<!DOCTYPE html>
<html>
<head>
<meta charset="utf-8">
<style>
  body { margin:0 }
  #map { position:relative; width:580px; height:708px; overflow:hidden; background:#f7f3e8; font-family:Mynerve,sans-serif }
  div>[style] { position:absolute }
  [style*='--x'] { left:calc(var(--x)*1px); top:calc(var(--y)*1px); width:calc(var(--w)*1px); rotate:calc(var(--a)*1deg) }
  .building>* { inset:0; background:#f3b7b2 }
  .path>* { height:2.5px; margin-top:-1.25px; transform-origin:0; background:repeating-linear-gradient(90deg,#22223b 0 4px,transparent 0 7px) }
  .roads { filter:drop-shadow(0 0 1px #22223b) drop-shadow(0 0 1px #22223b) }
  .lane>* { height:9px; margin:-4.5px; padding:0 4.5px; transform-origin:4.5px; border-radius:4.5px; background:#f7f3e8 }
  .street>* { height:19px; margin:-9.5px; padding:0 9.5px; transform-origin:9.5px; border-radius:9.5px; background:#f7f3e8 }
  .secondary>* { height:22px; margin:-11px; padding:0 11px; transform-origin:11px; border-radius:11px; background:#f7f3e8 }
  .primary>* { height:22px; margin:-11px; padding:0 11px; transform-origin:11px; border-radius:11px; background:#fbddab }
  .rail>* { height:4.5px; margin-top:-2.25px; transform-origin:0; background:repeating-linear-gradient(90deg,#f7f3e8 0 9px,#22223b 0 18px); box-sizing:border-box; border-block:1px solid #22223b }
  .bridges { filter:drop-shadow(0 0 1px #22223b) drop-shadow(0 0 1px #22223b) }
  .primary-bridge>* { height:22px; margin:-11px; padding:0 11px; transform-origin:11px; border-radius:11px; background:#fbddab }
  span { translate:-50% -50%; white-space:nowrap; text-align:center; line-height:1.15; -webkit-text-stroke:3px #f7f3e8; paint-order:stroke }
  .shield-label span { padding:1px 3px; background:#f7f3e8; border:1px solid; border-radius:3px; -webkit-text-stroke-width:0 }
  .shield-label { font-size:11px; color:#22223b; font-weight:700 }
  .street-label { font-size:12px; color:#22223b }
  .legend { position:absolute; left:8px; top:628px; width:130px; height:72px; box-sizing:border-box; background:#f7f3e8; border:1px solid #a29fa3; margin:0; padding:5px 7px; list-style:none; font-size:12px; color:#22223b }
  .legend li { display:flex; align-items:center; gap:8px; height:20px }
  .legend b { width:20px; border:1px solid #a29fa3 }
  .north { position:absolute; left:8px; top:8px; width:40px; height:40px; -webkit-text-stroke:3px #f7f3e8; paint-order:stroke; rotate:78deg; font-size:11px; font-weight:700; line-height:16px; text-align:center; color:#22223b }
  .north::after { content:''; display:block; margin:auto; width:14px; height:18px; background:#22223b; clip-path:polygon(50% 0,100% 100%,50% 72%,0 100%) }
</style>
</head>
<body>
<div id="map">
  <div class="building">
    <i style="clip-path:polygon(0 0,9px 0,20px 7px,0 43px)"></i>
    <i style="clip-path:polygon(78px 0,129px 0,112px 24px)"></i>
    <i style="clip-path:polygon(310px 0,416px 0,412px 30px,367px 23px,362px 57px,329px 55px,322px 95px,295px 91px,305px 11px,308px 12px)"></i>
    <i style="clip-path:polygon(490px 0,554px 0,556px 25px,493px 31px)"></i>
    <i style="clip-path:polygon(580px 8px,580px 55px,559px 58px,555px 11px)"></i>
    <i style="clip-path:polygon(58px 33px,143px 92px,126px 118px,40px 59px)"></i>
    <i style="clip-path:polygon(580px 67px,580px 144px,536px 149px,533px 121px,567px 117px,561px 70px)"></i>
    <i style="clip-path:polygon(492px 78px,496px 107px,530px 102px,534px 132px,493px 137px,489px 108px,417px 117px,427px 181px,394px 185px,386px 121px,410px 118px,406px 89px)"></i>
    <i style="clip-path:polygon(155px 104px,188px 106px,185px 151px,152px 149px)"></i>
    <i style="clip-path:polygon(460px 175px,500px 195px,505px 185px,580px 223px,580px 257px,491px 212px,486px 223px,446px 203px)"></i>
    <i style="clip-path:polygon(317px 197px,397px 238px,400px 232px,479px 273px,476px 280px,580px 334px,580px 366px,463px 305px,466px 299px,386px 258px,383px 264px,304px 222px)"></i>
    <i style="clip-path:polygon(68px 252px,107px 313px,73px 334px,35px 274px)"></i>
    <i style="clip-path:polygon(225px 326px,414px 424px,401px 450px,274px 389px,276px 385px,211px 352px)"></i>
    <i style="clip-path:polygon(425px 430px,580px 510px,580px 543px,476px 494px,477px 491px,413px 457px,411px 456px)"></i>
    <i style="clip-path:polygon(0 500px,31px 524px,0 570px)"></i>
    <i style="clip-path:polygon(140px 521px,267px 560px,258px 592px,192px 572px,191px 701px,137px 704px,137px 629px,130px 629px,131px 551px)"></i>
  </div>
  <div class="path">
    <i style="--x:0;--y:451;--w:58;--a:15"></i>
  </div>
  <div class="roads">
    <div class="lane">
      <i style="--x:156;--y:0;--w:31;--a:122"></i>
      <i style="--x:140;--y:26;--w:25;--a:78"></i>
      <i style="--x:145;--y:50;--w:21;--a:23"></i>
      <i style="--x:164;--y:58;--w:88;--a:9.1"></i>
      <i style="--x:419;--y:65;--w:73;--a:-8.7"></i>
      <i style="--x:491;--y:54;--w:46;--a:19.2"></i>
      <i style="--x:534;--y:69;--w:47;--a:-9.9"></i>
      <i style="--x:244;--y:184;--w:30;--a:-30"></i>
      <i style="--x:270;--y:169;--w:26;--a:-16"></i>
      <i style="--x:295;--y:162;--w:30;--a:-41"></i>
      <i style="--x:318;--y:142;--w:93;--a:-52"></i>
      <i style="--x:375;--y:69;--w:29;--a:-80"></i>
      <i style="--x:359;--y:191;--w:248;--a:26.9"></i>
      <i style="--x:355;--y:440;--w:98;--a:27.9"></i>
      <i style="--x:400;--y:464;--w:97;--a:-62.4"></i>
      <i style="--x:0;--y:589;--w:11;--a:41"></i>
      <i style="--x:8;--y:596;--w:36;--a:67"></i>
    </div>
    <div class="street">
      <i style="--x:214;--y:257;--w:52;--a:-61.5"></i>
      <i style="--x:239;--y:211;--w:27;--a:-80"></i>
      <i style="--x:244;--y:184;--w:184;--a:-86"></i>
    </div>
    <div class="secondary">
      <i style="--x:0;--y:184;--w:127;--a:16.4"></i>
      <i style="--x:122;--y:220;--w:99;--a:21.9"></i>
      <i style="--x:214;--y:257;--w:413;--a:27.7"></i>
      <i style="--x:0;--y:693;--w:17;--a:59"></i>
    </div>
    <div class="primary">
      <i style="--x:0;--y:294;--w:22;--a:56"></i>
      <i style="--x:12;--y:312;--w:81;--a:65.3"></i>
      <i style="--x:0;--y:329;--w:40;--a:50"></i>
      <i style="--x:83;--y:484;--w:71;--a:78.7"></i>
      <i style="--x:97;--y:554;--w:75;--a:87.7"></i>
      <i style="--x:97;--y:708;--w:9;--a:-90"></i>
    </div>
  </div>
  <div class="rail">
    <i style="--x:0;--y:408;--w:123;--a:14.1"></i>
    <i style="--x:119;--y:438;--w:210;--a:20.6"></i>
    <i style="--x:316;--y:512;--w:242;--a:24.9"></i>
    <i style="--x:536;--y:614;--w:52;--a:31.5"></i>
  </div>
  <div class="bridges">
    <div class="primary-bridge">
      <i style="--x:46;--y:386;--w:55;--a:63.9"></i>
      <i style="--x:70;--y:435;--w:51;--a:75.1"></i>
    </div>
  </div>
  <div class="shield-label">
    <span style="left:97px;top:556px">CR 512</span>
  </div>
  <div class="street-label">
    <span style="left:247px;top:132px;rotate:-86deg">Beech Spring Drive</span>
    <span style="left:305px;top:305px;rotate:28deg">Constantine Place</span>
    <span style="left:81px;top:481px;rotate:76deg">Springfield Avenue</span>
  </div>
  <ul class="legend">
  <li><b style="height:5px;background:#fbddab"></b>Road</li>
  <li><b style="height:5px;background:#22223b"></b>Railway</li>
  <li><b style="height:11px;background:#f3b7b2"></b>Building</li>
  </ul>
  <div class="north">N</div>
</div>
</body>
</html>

**What is required**
Give back precisely the lines above that start at the line containing "font-size:11px; color:#22223b; font-weight:700" and end at the line containing "position:absolute; left:8px; top:628px;", inclusive. No other lines belong in the output.

**Written solution**
  .shield-label { font-size:11px; color:#22223b; font-weight:700 }
  .street-label { font-size:12px; color:#22223b }
  .legend { position:absolute; left:8px; top:628px; width:130px; height:72px; box-sizing:border-box; background:#f7f3e8; border:1px solid #a29fa3; margin:0; padding:5px 7px; list-style:none; font-size:12px; color:#22223b }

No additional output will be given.